No, they recommend that for data that must or you choose to store as files. There is no recommendation not to use the registry.
So on the one hand we have, "if you want, go ahead and use files", and on the other we have Registry Junk: A Windows Fact of Life and finally the future (UWP) does not use it. Not difficult to work out what MS' advice really is.
Because .Net apps can be multiplatform.
UWP apps are multiplatform but mobile is dead so it's multiplatform with one platform.
You have per key ACLs and auditing, you have atomic transaction commits with rollback and snapshot capability and above all it's a single interface, a single location and a standard format for all configuration data.
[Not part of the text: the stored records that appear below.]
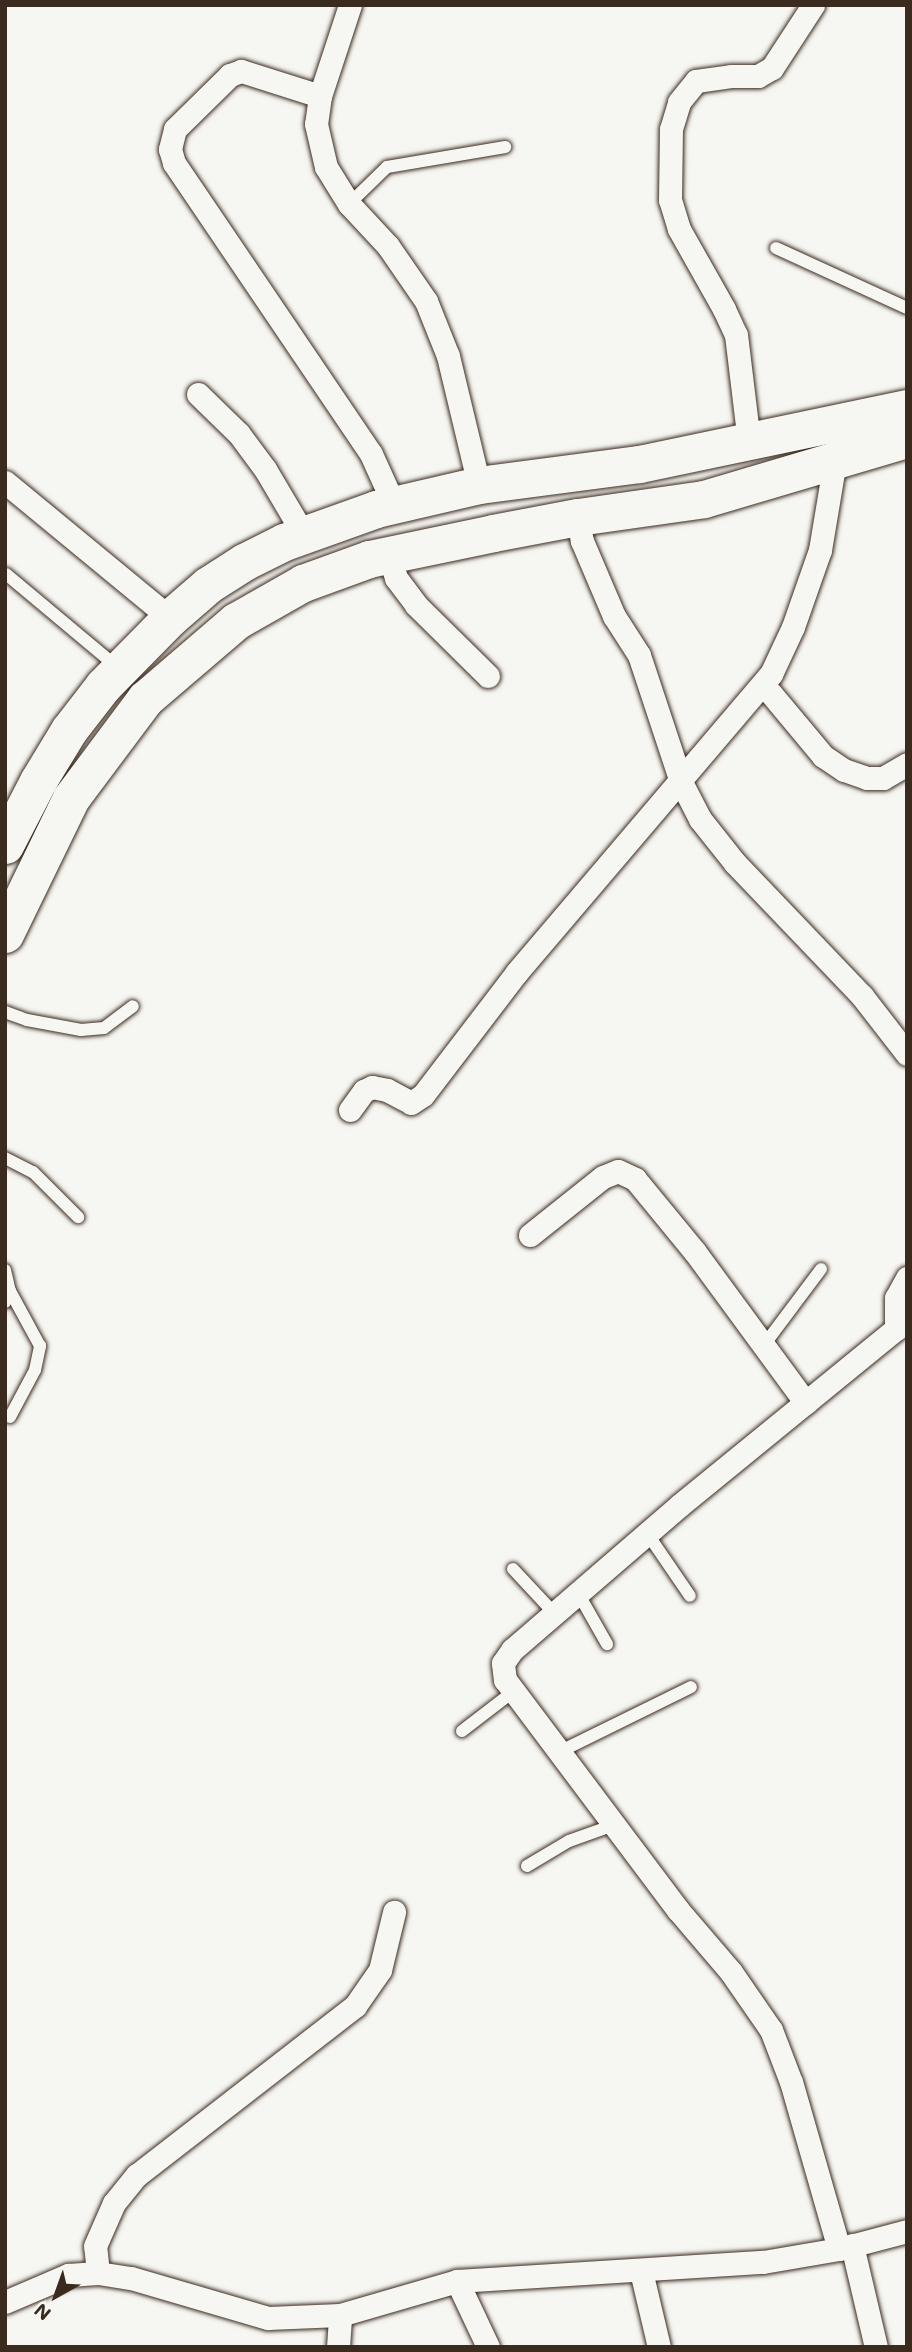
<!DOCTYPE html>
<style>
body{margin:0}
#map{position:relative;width:912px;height:2352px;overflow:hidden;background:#f6f6f2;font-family:Mali,sans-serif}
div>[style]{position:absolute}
.roads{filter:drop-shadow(0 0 2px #3b2a1e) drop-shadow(0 0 2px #3b2a1e)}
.lane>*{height:12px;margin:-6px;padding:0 6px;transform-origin:6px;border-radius:6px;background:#f6f6f2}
.street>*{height:23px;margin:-11.5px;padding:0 11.5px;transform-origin:11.5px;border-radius:11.5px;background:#f6f6f2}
.primary>*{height:37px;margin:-18.5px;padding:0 18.5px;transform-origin:18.5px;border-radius:18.5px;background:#f6f6f2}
span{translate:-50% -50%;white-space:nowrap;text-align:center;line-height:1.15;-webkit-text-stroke:5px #f6f6f2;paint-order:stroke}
.frame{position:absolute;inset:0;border:7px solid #3b2a1e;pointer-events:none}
.north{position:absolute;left:21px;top:2261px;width:70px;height:70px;-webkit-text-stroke:5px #f6f6f2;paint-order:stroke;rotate:220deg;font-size:19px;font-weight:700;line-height:28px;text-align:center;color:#3b2a1e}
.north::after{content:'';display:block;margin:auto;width:24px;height:32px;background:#3b2a1e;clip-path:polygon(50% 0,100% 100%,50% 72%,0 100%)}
</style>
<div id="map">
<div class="roads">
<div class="lane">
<i style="left:349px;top:204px;width:53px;rotate:-44.2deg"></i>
<i style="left:387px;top:167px;width:120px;rotate:-9.6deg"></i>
<i style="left:776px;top:248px;width:144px;rotate:24.6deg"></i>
<i style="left:6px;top:574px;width:143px;rotate:39.9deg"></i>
<i style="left:5px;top:1012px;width:23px;rotate:20deg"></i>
<i style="left:27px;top:1020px;width:55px;rotate:10.5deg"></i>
<i style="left:81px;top:1030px;width:23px;rotate:-5deg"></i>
<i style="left:104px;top:1028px;width:36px;rotate:-37deg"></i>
<i style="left:5px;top:1158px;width:31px;rotate:27deg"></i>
<i style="left:33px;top:1172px;width:64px;rotate:45deg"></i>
<i style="left:5px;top:1270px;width:22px;rotate:77deg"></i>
<i style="left:10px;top:1291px;width:12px;rotate:114deg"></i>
<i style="left:764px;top:1345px;width:95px;rotate:-53.1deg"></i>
<i style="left:10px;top:1417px;width:53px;rotate:-62deg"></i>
<i style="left:35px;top:1370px;width:25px;rotate:-78deg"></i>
<i style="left:40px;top:1346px;width:63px;rotate:-118.6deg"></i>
<i style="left:647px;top:1533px;width:76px;rotate:55.7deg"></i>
<i style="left:513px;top:1569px;width:60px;rotate:47deg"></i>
<i style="left:578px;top:1593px;width:59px;rotate:60.4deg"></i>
<i style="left:462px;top:1731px;width:66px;rotate:-37.6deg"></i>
<i style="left:559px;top:1752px;width:147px;rotate:-26.2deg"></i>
<i style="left:527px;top:1866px;width:49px;rotate:-30.8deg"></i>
<i style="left:569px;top:1841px;width:48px;rotate:-19.6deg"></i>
</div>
<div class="street">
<i style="left:350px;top:5px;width:96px;rotate:108.2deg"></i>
<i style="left:320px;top:96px;width:28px;rotate:98deg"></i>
<i style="left:316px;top:124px;width:44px;rotate:76.9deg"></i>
<i style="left:326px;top:167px;width:44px;rotate:58.1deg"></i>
<i style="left:349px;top:204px;width:57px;rotate:47.1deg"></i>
<i style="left:388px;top:246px;width:67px;rotate:55.4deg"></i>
<i style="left:426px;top:301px;width:59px;rotate:68.2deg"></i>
<i style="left:448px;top:356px;width:133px;rotate:76.5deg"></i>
<i style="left:320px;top:96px;width:83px;rotate:-162.4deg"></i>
<i style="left:241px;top:71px;width:12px;rotate:160deg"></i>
<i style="left:230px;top:75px;width:77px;rotate:135.5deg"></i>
<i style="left:175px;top:129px;width:21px;rotate:104deg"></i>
<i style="left:170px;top:149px;width:15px;rotate:74deg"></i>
<i style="left:174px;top:163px;width:351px;rotate:55.9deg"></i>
<i style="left:371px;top:454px;width:56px;rotate:65.7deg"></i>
<i style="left:198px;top:394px;width:57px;rotate:44.3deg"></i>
<i style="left:239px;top:434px;width:44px;rotate:53.4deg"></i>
<i style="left:265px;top:469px;width:77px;rotate:59.4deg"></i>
<i style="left:749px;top:442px;width:108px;rotate:-96.9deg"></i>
<i style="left:736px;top:335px;width:29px;rotate:-115deg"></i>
<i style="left:724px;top:309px;width:92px;rotate:-119.4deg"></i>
<i style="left:679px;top:229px;width:30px;rotate:-107deg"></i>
<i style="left:670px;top:200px;width:71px;rotate:-89.2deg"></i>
<i style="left:671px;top:129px;width:28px;rotate:-73deg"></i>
<i style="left:679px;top:102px;width:27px;rotate:-51deg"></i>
<i style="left:696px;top:81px;width:35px;rotate:-8deg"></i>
<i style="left:731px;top:76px;width:27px"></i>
<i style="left:758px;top:76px;width:16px;rotate:-30deg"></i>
<i style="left:772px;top:68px;width:75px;rotate:-56.9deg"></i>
<i style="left:5px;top:482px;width:214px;rotate:39.5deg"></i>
<i style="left:578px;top:517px;width:24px;rotate:81deg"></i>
<i style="left:582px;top:541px;width:82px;rotate:66.9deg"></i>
<i style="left:614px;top:616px;width:46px;rotate:57.3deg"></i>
<i style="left:639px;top:655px;width:134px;rotate:71.7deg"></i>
<i style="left:681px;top:782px;width:42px;rotate:62.8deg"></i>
<i style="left:700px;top:819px;width:56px;rotate:51.5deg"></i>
<i style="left:735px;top:863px;width:184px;rotate:46.3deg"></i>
<i style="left:862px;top:996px;width:73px;rotate:52.2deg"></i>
<i style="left:389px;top:555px;width:24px;rotate:73deg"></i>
<i style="left:396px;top:578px;width:34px;rotate:53deg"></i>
<i style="left:416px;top:605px;width:101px;rotate:44.6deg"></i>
<i style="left:763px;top:684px;width:94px;rotate:50.2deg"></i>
<i style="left:823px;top:756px;width:25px;rotate:34deg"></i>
<i style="left:844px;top:770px;width:24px;rotate:19deg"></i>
<i style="left:867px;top:778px;width:16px"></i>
<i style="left:883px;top:778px;width:28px;rotate:-30deg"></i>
<i style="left:350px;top:1110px;width:24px;rotate:-54deg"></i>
<i style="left:364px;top:1091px;width:9px;rotate:-27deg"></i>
<i style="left:372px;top:1087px;width:15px;rotate:11deg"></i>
<i style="left:387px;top:1090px;width:27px;rotate:28deg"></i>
<i style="left:411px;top:1103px;width:14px;rotate:-34deg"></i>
<i style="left:423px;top:1095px;width:155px;rotate:-52.6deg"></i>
<i style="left:517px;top:972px;width:392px;rotate:-49.6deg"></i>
<i style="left:771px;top:674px;width:52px;rotate:-64.9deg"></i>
<i style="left:793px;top:627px;width:82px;rotate:-70.7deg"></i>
<i style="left:820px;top:550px;width:91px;rotate:-80.5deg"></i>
<i style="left:530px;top:1235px;width:93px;rotate:-38.5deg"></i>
<i style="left:603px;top:1177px;width:16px;rotate:-22deg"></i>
<i style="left:618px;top:1171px;width:19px;rotate:25deg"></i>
<i style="left:635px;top:1179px;width:94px;rotate:50.6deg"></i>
<i style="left:695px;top:1252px;width:187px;rotate:53.7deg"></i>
<i style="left:852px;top:2245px;width:105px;rotate:76.8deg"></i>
<i style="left:839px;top:2249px;width:174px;rotate:-106deg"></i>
<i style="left:791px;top:2082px;width:56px;rotate:-111deg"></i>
<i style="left:771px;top:2030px;width:70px;rotate:-124.6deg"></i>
<i style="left:731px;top:1972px;width:82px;rotate:-130.5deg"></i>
<i style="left:678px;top:1910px;width:288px;rotate:-126.9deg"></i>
<i style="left:505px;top:1680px;width:17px;rotate:-97deg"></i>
<i style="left:503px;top:1663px;width:16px;rotate:-55deg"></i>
<i style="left:512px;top:1650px;width:222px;rotate:-40.8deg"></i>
<i style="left:680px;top:1505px;width:279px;rotate:-39.2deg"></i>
<i style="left:896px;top:1329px;width:31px;rotate:-90deg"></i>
<i style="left:896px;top:1298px;width:23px;rotate:-61deg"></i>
<i style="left:641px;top:2271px;width:78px;rotate:76.7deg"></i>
<i style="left:98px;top:2273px;width:27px;rotate:-96deg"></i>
<i style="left:95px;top:2246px;width:47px;rotate:-66.2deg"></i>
<i style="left:114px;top:2203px;width:36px;rotate:-51deg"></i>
<i style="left:137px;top:2175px;width:276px;rotate:-37.8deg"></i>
<i style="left:355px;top:2006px;width:44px;rotate:-55.2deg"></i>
<i style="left:380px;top:1970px;width:60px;rotate:-76.4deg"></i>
<i style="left:457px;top:2281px;width:73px;rotate:64.8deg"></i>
<i style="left:5px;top:2302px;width:69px;rotate:-23.2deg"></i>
<i style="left:68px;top:2275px;width:30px;rotate:-4deg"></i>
<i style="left:98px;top:2273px;width:33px;rotate:9deg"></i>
<i style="left:131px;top:2278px;width:143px;rotate:16.3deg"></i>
<i style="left:268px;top:2318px;width:72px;rotate:-2.4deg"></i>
<i style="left:340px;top:2315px;width:122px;rotate:-16.2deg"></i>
<i style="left:457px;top:2281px;width:307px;rotate:-3.6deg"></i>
<i style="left:763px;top:2262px;width:77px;rotate:-9.7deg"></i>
<i style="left:839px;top:2249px;width:70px;rotate:-14.8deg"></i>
<i style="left:338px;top:2347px;width:32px;rotate:-86deg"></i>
</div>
<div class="primary">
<i style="left:5px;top:845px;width:72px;rotate:-62.7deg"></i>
<i style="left:38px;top:781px;width:60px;rotate:-58.7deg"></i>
<i style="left:69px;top:730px;width:56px;rotate:-52.3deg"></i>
<i style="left:103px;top:686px;width:95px;rotate:-45.4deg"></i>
<i style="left:170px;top:618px;width:50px;rotate:-41deg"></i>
<i style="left:208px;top:585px;width:43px;rotate:-32.6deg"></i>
<i style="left:244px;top:562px;width:45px;rotate:-26.6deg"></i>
<i style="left:284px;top:542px;width:98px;rotate:-19.7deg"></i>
<i style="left:376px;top:509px;width:106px;rotate:-13.1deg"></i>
<i style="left:479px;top:485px;width:161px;rotate:-7.5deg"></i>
<i style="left:639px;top:464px;width:274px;rotate:-11.8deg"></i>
<i style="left:5px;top:934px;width:151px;rotate:-64.1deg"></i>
<i style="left:71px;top:798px;width:124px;rotate:-53.2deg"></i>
<i style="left:145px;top:699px;width:120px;rotate:-40.6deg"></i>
<i style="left:236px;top:621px;width:77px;rotate:-29.6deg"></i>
<i style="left:303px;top:583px;width:70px;rotate:-20deg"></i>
<i style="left:369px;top:559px;width:127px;rotate:-11.8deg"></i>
<i style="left:493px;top:533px;width:86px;rotate:-10.7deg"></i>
<i style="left:578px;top:517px;width:127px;rotate:-8.1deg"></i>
<i style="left:704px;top:499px;width:212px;rotate:-16.5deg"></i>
</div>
</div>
<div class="frame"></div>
<div class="north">N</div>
</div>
Windows stopped using crappy solutions like INI files many years ago - Linux has yet to catch up.
The registry was a Windows 3.1 solution to there being no defined hierarchy of directories to hold application settings, so it had to be centralised because otherwise developers would put files anywhere and nothing could stop them (unlike UNIX).
Registry keys are equivalent to files, which can also have ACLs and auditing. Most configuration files are stored in the user's home directory meaning the settings are private to that user without doing anything.
In UNIX if you want to copy a program across from one comouter to another it's easy to install the same program from the repository and copy the configuration file/directory across. Try that in Windows.
Commit and rollback are necessary because it's centralised, and that still isn't good enough as registry corruption and registry cleaners are things in Windows.
If there is a corrupt configuration file in UNIX you just wipe it or restore from backup and carry on with your day. Try the same on a Windows machine with a hosed registry.
Finally the registry is legacy. MS now recommends %APPDATA% is used for desktop software settings and it isn't used in TIFKAM app settings.
to me its you
face facts
wouldn't matter what the hell Microsoft did - in these forums the penguins would be all over it
I use Windows, macOS, and Linux and I don't discriminate, I hate them all equally. Perhaps MS could pull the plug on the slurping. Until then, it's Windows 7 for me.
Jesus christ...the ribbon has been around for 11 years.
The interface hasn't had a radical change since.
By all means bash them for the stuff they do. Not the stuff you didn't like over a decade ago.
If that doesn't show you how really fucking awful the ribbon is, what will? It's not as if commentards actively refuse to learn it, it's there day in, day out. It's just such an atrocious user-hostile design, like TIFKAM. Both, incidentally, pushed by the same person.